Problem requirements
From the entries that follow, list every line in which the string "names" appears.

::: Provided entries

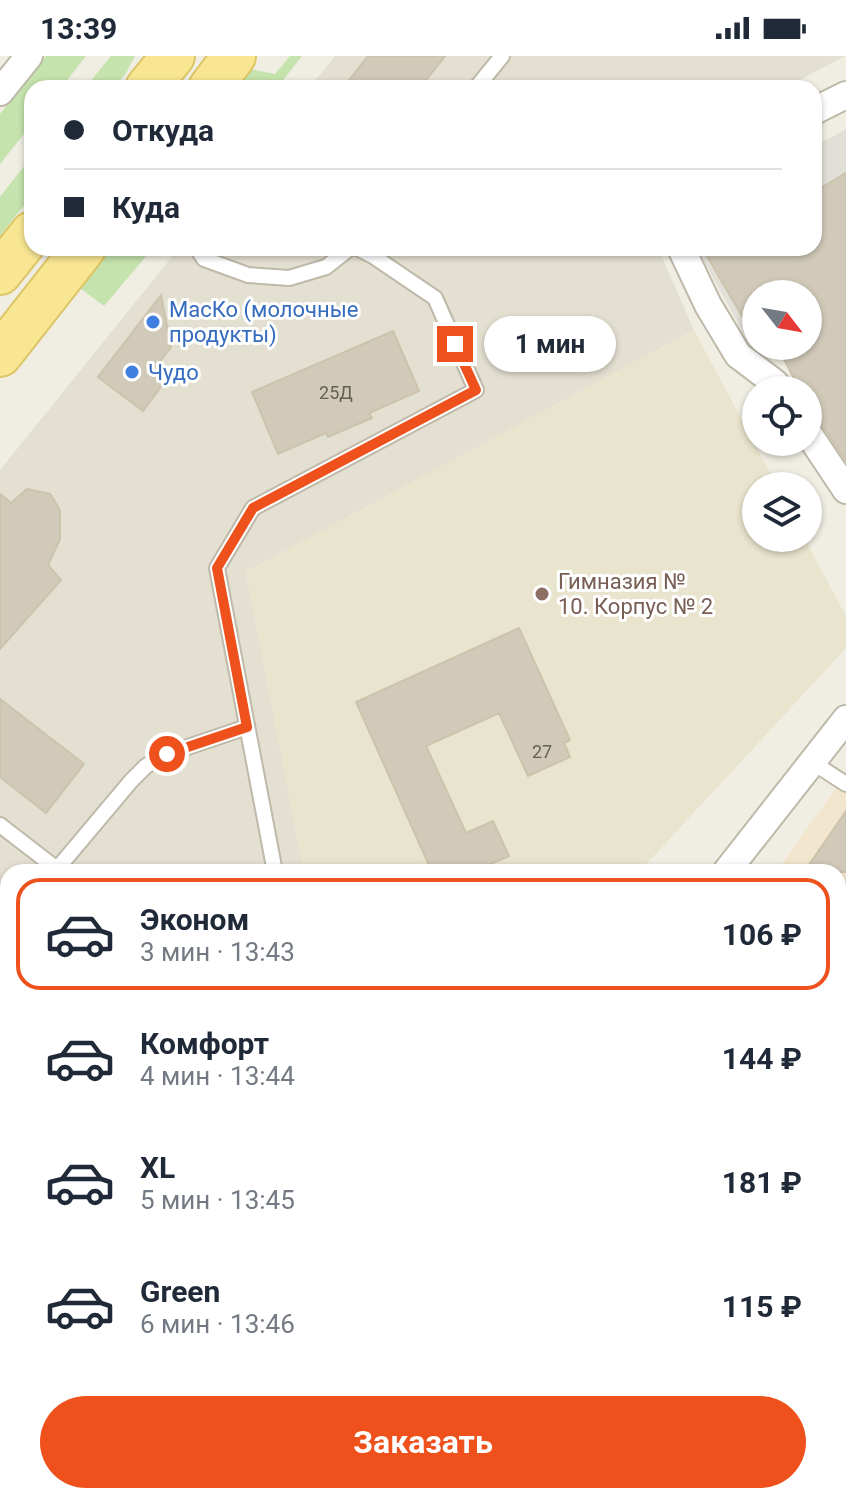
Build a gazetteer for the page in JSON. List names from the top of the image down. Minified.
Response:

::::::
::: Provided entries

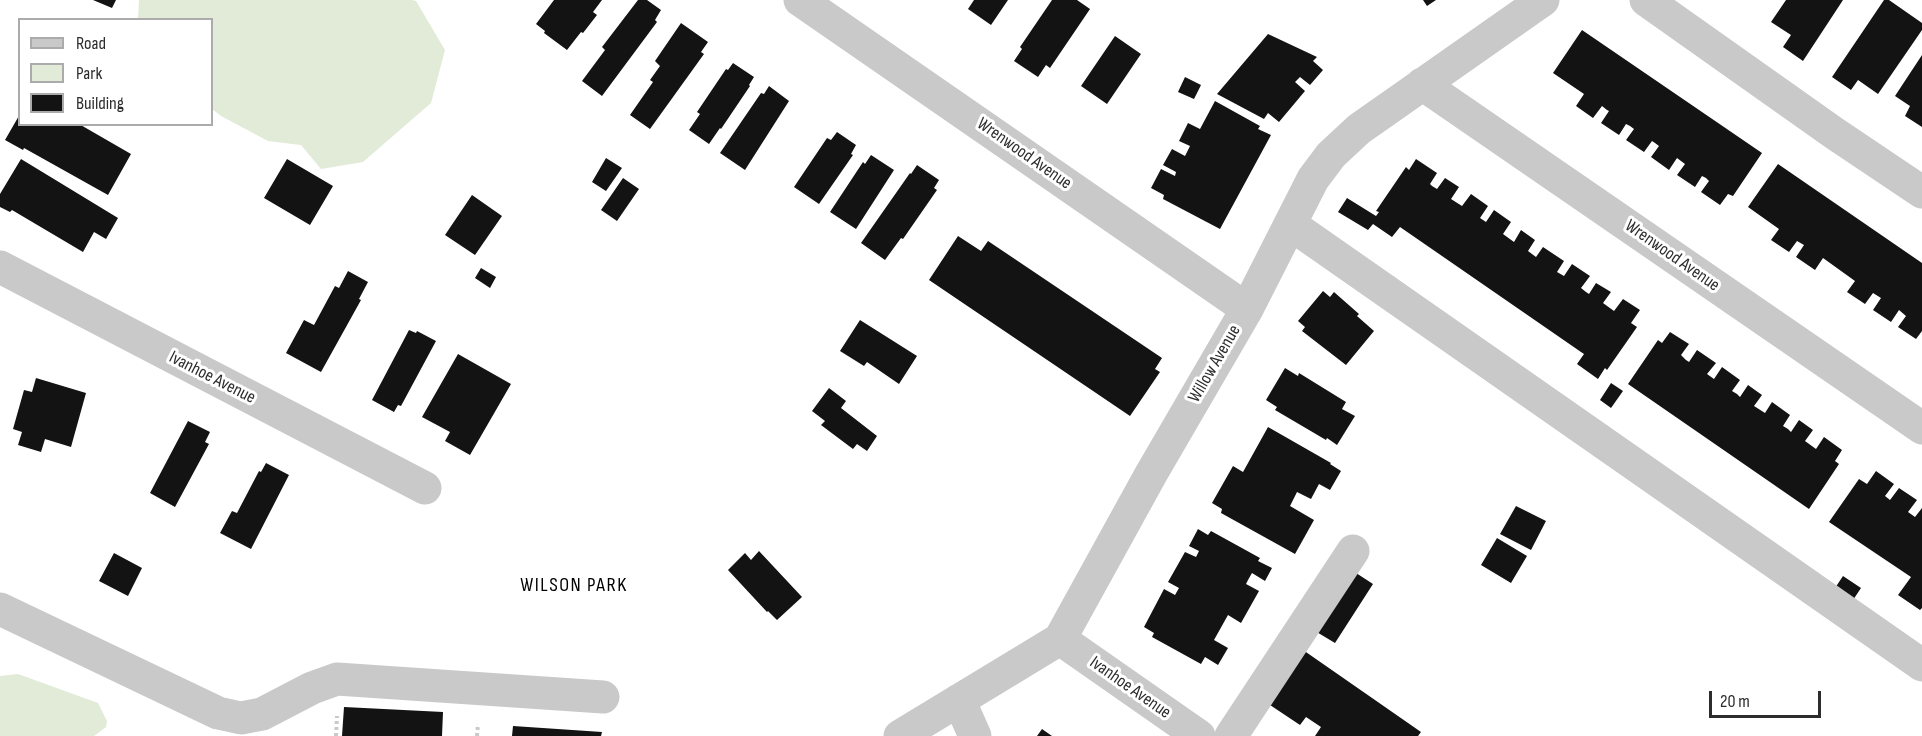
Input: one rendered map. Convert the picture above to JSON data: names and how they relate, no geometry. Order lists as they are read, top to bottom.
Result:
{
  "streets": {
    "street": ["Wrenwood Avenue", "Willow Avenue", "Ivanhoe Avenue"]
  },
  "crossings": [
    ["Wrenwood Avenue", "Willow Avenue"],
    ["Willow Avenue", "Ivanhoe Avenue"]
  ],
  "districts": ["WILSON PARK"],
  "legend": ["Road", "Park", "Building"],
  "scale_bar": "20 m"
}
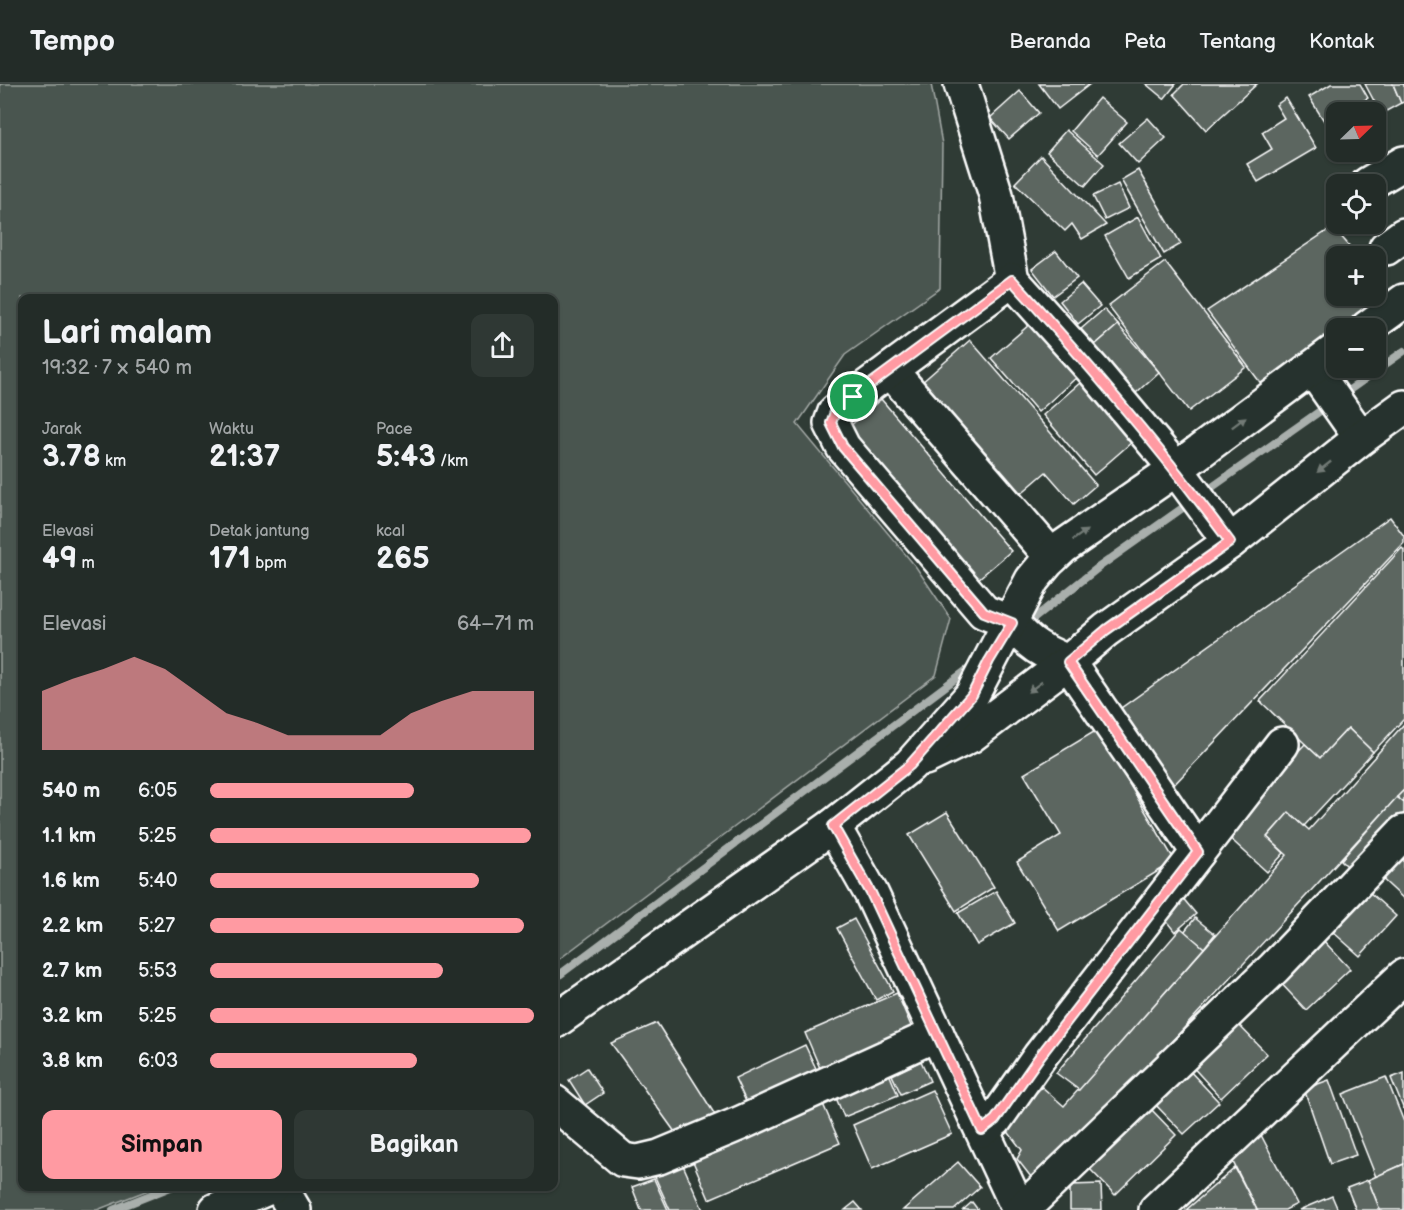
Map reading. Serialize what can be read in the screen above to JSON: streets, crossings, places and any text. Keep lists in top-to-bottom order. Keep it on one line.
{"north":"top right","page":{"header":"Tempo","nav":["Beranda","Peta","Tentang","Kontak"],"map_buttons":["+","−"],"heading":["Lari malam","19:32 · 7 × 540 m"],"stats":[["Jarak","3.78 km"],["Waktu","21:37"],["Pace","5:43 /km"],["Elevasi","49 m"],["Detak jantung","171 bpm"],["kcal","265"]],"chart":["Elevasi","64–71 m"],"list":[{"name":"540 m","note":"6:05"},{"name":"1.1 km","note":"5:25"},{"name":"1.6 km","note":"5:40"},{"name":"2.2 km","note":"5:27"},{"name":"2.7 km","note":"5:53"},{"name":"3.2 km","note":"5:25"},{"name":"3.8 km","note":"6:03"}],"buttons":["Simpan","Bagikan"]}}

::::::

Result of the exercise
Build a gazetteer for the page in JSON. List names from the top of the image down. Minified.
Input: one rendered map. Convert the picture above to JSON data: names and how they relate, no geometry. Order lists as they are read, top to bottom.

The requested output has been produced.